The catalytic efficiency of GSE-PdNPs was evaluated at room temperature for the reduction of highly toxic Cr (VI) to Cr (III). It was observed that in the presence of PdNPs the absorption peak of Cr (VI) decrease rapidly with time. The possible mechanism is discussed as per the below equations. the H+ ions from formic acid and Cr (VI) ions from K2Cr2O7 may get adsorbed (*ad) on the surface of nanoparticles and that may employ reduction of Cr(VI) to Cr(III).
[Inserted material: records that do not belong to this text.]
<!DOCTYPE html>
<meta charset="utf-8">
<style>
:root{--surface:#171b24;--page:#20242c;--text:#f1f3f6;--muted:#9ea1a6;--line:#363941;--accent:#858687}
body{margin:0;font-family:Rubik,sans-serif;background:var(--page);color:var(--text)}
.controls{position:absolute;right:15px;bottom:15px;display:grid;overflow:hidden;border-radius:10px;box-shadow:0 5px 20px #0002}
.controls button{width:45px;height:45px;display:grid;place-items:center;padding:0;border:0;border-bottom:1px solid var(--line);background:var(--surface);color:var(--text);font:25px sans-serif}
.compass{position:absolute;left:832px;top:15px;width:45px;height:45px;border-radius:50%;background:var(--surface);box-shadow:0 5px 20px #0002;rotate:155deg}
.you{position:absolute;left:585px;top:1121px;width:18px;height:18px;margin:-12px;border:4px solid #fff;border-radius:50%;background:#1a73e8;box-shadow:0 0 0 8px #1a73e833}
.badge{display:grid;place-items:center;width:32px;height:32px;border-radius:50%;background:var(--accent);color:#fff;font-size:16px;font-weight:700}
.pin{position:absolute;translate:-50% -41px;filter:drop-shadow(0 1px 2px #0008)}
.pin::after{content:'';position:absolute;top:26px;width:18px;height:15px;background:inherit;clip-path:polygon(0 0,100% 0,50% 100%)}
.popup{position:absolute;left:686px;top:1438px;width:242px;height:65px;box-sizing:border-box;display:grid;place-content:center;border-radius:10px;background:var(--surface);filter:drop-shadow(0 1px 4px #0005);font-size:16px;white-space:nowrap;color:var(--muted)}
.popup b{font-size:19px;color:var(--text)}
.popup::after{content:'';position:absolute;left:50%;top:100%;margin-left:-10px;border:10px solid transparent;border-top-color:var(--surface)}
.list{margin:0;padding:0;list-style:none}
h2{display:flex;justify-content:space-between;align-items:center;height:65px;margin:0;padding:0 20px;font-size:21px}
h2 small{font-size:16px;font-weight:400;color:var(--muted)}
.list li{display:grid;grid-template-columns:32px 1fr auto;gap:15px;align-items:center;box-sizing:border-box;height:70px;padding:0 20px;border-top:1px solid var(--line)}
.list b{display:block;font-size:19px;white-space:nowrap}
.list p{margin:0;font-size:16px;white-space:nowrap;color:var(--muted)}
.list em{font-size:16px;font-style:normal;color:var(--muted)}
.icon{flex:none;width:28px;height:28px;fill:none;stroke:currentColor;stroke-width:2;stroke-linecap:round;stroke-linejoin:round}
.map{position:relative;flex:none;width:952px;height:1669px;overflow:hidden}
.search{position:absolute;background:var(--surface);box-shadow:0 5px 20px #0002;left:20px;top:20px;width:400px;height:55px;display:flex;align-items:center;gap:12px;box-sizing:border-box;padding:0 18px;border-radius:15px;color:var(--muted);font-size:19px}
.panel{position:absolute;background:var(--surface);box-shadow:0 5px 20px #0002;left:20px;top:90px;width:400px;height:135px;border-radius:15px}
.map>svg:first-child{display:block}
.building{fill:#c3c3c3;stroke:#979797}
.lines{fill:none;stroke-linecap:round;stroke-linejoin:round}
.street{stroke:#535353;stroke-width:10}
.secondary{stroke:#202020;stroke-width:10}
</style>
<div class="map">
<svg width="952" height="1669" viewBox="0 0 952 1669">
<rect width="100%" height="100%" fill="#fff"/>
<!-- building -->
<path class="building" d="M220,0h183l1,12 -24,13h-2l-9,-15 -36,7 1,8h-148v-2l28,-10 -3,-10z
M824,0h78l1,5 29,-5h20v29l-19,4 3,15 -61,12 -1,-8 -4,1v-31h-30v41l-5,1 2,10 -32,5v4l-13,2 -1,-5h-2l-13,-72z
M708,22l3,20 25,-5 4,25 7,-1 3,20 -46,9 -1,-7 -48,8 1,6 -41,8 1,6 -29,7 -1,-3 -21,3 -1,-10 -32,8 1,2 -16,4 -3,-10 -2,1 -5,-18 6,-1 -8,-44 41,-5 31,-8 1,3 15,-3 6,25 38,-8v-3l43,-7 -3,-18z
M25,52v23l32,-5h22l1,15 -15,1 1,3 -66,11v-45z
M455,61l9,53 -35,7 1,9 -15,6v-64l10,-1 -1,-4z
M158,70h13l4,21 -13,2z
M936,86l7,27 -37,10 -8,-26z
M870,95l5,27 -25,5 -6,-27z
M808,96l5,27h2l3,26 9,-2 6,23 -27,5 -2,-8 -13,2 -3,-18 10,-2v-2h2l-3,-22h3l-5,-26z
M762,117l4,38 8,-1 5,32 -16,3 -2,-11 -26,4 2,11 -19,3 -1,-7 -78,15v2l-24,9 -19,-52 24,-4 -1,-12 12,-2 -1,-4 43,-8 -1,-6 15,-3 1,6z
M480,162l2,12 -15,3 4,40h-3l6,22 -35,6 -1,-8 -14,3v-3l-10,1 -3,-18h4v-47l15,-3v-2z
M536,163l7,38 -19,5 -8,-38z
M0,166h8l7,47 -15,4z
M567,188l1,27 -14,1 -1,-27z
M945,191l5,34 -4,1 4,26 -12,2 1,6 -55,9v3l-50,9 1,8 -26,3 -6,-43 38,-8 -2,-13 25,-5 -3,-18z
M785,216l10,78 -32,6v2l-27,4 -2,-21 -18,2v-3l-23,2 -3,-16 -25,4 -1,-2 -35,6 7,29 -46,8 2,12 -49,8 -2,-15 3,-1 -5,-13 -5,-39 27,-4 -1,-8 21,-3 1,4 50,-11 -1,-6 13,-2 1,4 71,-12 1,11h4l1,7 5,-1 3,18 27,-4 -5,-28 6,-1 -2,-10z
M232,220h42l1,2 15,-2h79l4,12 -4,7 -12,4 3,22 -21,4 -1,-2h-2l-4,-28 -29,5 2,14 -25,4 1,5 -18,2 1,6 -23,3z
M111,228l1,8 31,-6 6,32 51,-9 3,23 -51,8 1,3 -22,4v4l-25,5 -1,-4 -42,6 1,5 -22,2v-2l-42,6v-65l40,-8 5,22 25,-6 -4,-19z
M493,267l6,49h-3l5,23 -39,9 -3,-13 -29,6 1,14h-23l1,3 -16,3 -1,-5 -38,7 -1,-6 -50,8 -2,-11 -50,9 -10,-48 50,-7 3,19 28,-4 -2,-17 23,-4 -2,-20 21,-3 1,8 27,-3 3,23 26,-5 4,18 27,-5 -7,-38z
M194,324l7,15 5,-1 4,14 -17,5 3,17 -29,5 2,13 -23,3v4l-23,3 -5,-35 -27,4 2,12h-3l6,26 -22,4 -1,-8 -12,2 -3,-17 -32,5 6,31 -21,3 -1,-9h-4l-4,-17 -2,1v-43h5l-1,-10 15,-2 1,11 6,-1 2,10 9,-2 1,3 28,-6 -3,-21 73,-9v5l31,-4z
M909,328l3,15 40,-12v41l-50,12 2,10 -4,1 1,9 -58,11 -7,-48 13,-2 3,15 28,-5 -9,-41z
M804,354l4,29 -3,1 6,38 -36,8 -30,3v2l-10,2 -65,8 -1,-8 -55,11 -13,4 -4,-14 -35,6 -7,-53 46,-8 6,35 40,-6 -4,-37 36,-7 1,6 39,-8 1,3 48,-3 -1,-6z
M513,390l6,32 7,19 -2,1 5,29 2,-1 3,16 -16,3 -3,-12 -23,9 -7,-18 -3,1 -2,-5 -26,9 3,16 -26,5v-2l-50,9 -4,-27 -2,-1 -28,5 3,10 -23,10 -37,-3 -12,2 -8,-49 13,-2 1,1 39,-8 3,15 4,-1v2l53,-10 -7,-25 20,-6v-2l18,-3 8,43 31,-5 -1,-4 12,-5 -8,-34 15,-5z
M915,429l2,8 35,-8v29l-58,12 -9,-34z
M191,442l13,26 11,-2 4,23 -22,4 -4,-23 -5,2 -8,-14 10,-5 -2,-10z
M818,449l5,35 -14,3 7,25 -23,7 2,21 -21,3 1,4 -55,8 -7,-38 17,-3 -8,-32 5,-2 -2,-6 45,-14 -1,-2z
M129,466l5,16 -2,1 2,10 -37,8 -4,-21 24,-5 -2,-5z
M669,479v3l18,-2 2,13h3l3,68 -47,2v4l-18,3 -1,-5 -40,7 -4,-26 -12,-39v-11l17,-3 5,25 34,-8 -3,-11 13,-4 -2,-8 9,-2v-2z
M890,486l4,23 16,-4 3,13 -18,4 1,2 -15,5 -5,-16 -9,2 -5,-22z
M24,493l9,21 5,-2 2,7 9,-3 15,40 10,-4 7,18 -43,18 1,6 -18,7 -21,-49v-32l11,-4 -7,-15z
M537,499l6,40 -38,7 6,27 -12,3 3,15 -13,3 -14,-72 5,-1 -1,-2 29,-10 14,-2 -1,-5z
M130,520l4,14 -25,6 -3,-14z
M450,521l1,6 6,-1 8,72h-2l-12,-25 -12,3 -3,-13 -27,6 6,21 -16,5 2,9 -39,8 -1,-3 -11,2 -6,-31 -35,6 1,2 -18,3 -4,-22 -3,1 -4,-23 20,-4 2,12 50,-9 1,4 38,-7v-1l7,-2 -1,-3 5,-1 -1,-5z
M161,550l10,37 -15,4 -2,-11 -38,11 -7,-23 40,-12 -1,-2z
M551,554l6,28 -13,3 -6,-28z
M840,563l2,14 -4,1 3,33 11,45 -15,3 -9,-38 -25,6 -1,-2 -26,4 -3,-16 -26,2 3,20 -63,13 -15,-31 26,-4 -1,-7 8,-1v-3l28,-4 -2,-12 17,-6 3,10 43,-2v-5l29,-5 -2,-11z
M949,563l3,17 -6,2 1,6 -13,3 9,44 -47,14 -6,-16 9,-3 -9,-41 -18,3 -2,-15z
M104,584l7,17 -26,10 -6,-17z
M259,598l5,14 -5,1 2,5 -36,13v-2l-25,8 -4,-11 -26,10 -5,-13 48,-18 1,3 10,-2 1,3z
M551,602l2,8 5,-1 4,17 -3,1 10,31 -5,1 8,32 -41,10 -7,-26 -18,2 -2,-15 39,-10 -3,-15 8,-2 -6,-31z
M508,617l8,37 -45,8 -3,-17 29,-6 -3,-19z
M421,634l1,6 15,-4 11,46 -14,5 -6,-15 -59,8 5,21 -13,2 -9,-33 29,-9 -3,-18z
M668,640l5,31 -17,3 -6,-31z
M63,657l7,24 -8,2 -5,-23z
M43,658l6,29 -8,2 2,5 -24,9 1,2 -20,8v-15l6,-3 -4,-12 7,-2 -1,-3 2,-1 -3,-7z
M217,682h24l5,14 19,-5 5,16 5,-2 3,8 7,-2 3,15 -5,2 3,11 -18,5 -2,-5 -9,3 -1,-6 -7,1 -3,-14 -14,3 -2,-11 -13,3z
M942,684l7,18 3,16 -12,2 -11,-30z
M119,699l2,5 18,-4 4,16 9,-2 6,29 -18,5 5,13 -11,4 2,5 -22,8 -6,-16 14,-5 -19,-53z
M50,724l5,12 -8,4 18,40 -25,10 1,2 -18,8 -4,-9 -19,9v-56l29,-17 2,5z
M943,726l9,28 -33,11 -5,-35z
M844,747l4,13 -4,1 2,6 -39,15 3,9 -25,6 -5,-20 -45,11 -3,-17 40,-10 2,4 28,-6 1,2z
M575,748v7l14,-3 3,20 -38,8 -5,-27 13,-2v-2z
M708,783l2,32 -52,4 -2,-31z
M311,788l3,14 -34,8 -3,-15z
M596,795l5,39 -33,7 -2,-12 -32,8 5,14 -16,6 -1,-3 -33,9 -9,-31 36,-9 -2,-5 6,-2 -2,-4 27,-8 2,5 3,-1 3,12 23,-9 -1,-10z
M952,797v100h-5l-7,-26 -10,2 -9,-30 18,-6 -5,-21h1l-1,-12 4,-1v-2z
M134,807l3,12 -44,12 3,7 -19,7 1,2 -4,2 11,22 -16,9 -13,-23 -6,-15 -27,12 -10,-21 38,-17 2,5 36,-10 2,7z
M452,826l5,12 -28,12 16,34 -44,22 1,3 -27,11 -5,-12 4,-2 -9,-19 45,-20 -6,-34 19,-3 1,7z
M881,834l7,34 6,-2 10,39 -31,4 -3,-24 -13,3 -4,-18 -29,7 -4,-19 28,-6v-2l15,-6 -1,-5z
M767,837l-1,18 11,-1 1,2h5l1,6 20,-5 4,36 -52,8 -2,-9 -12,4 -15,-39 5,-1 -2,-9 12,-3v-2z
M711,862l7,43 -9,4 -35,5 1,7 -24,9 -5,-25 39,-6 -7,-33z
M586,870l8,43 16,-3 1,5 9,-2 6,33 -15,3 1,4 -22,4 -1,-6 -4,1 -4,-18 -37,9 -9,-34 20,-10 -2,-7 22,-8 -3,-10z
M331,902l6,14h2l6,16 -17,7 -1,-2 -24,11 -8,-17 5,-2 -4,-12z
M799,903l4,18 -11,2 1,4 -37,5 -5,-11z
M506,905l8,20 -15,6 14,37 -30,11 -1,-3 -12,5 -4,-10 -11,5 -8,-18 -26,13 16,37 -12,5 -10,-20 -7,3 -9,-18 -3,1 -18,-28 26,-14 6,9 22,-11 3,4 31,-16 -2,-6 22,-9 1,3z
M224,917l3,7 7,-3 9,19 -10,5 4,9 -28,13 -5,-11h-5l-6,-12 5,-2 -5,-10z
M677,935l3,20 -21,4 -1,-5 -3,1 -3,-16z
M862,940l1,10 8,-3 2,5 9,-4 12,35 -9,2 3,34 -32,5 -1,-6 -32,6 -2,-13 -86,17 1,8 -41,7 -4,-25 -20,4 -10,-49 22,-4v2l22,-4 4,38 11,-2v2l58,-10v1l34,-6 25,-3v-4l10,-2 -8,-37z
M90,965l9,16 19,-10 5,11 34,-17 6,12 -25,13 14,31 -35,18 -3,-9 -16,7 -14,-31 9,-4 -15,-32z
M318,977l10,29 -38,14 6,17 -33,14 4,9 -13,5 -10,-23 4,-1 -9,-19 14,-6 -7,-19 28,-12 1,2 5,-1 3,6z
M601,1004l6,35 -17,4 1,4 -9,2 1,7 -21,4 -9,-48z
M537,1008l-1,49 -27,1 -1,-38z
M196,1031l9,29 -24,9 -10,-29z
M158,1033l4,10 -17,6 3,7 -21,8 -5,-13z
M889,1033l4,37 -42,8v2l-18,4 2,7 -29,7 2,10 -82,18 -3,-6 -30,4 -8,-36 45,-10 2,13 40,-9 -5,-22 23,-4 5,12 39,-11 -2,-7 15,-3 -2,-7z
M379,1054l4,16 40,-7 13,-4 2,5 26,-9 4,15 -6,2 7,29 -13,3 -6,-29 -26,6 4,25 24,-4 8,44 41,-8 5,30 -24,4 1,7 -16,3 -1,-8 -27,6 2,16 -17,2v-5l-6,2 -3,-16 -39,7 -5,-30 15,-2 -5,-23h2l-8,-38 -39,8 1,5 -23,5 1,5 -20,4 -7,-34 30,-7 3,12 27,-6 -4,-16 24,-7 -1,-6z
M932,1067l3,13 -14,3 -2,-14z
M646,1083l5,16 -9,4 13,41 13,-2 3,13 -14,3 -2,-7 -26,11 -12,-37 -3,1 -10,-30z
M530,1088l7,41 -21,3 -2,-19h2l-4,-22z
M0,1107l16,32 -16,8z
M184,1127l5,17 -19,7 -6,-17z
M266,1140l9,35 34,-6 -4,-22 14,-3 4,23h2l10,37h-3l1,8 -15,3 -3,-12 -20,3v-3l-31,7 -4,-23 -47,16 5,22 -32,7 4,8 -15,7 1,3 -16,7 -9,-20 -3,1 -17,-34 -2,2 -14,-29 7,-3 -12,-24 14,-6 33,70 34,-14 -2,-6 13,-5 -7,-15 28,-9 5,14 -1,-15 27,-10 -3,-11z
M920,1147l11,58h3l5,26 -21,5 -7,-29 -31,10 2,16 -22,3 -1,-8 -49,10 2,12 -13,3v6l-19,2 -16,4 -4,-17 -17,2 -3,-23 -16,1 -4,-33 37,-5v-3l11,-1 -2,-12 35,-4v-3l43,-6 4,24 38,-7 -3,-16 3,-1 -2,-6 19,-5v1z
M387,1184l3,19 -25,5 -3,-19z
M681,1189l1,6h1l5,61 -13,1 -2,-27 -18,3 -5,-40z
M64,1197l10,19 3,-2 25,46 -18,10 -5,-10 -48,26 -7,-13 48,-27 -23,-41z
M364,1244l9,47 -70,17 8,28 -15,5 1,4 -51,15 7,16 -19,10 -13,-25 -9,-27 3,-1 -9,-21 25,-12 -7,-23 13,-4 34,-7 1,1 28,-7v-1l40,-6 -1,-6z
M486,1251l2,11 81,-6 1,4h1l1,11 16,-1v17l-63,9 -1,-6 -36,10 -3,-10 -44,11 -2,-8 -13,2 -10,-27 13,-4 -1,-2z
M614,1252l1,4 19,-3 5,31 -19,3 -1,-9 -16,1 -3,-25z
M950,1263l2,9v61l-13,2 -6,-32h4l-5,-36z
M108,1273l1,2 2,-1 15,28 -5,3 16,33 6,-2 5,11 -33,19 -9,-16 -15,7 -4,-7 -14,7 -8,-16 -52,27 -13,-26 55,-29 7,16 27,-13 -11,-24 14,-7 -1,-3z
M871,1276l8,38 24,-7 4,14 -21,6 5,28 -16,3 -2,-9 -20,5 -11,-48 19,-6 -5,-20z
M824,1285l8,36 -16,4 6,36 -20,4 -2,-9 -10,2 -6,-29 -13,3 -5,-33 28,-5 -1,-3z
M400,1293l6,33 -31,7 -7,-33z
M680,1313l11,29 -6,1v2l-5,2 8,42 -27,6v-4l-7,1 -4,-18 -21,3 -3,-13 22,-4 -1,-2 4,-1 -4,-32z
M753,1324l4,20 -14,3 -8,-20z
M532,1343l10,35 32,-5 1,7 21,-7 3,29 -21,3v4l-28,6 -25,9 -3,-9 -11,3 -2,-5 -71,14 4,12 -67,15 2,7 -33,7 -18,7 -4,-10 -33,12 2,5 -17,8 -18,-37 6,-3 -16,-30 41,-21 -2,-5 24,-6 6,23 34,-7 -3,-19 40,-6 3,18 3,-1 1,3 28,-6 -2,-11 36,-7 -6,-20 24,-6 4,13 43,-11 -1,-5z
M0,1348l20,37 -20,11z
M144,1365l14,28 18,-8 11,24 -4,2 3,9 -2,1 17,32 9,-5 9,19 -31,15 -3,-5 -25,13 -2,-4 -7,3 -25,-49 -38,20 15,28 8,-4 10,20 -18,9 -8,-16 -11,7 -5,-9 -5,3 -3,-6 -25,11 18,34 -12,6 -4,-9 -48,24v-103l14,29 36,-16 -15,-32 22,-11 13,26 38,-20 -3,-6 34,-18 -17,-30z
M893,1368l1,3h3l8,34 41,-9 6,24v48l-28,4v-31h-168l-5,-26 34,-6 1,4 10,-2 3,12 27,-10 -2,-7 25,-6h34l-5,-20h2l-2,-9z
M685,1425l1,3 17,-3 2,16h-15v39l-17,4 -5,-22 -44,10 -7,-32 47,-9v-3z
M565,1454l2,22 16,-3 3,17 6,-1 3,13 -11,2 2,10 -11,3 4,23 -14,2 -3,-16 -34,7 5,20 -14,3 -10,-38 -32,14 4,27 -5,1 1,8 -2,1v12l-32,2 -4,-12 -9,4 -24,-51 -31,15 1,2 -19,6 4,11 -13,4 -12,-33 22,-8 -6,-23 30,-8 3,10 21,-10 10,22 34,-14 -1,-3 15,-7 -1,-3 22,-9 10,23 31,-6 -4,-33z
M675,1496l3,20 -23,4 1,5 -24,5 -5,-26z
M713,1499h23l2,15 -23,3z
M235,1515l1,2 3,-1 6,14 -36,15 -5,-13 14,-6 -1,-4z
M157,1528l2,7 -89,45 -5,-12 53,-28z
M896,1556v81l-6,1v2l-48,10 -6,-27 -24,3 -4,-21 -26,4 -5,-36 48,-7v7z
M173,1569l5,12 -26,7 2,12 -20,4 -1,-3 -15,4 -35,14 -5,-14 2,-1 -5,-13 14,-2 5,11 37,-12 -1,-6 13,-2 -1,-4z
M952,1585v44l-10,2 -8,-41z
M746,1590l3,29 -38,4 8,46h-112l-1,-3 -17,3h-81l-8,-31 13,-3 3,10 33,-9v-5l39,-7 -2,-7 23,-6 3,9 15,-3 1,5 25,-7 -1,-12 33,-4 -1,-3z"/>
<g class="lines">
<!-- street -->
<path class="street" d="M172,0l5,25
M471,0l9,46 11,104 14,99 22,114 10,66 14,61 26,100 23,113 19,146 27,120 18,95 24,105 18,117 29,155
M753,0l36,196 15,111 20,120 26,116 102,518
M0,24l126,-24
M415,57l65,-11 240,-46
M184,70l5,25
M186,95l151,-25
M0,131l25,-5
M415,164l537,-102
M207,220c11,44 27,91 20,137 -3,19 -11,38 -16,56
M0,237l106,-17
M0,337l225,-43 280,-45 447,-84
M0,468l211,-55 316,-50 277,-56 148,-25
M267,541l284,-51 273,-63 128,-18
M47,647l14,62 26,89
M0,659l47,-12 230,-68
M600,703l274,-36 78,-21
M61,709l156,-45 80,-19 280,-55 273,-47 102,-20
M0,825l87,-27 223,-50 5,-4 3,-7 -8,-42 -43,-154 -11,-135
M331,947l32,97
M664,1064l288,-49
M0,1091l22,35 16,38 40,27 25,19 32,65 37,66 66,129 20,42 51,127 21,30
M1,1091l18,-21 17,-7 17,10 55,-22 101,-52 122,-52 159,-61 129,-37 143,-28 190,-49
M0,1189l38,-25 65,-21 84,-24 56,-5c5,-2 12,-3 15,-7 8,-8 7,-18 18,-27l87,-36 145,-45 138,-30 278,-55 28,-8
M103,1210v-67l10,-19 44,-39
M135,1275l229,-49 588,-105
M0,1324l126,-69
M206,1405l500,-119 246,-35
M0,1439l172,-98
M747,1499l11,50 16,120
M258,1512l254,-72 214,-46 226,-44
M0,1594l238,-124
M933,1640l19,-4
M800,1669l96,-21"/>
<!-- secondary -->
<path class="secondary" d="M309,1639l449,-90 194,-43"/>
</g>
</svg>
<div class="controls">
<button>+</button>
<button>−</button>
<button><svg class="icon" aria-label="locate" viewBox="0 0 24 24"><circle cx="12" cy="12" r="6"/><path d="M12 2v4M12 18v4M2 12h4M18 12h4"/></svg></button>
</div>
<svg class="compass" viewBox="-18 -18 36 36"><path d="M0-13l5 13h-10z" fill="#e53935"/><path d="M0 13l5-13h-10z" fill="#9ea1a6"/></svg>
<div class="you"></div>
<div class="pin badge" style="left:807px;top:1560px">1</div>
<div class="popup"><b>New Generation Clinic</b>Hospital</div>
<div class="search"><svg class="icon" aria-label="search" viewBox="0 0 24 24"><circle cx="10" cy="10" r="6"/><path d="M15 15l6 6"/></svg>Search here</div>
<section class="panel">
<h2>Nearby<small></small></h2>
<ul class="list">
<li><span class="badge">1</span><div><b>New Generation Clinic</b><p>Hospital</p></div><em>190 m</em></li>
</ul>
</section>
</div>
$${\text{HCOO}} - \, + \,{\text{GSE }{-}\text{ PdNP}} \rightleftarrows {\text{HCOO}}{-}\,{\text{Adsorbed on GSE{-}PdNP(*ad)}}$$
$${\text{3HCOO}}{-}*{\text{ad}} \to {\text{3CO}}_{2} + {\text{3H*ad}}$$
$${\text{Cr}}\left( {{\text{VI}}} \right) + {\text{GSE }{-}\text{ PdNP}} \rightleftarrows {\text{Cr}}\left( {{\text{VI}}} \right)\,{\text{Adsorbed}}\,{\text{on}}\,{\text{GSE }{-}\text{ PdNP}}\,\left( {\text{*ad}} \right)$$
$${\text{Cr}}\left( {{\text{VI}}} \right){\text{*ad}} + {\text{3H*ad}} \to {\text{Cr}}\left( {{\text{III}}} \right){\text{*ad}}$$
$${\text{Cr}}\left( {{\text{III}}} \right){\text{*ad}} \to {\text{Cr}}\left( {{\text{III}}} \right) + {\text{GSE }{-}\text{ PdNP}}$$

4 Conclusion

In Summary, GSE-PdNPs were synthesized using aqueous leaf extract of G. sylvestre, by green approach. Bio- synthesized GSE-PdNPs were employed for the degradation of the toxic pollutant Cr (VI) into a non-toxic Cr (III) form. The green and simple method of synthesis, eco-friendly nature of the catalyst, very economical and excellent catalytic activities, these properties made GSE-PdNPs a perfect candidate for the large scale Cr (VI) effluent treatment.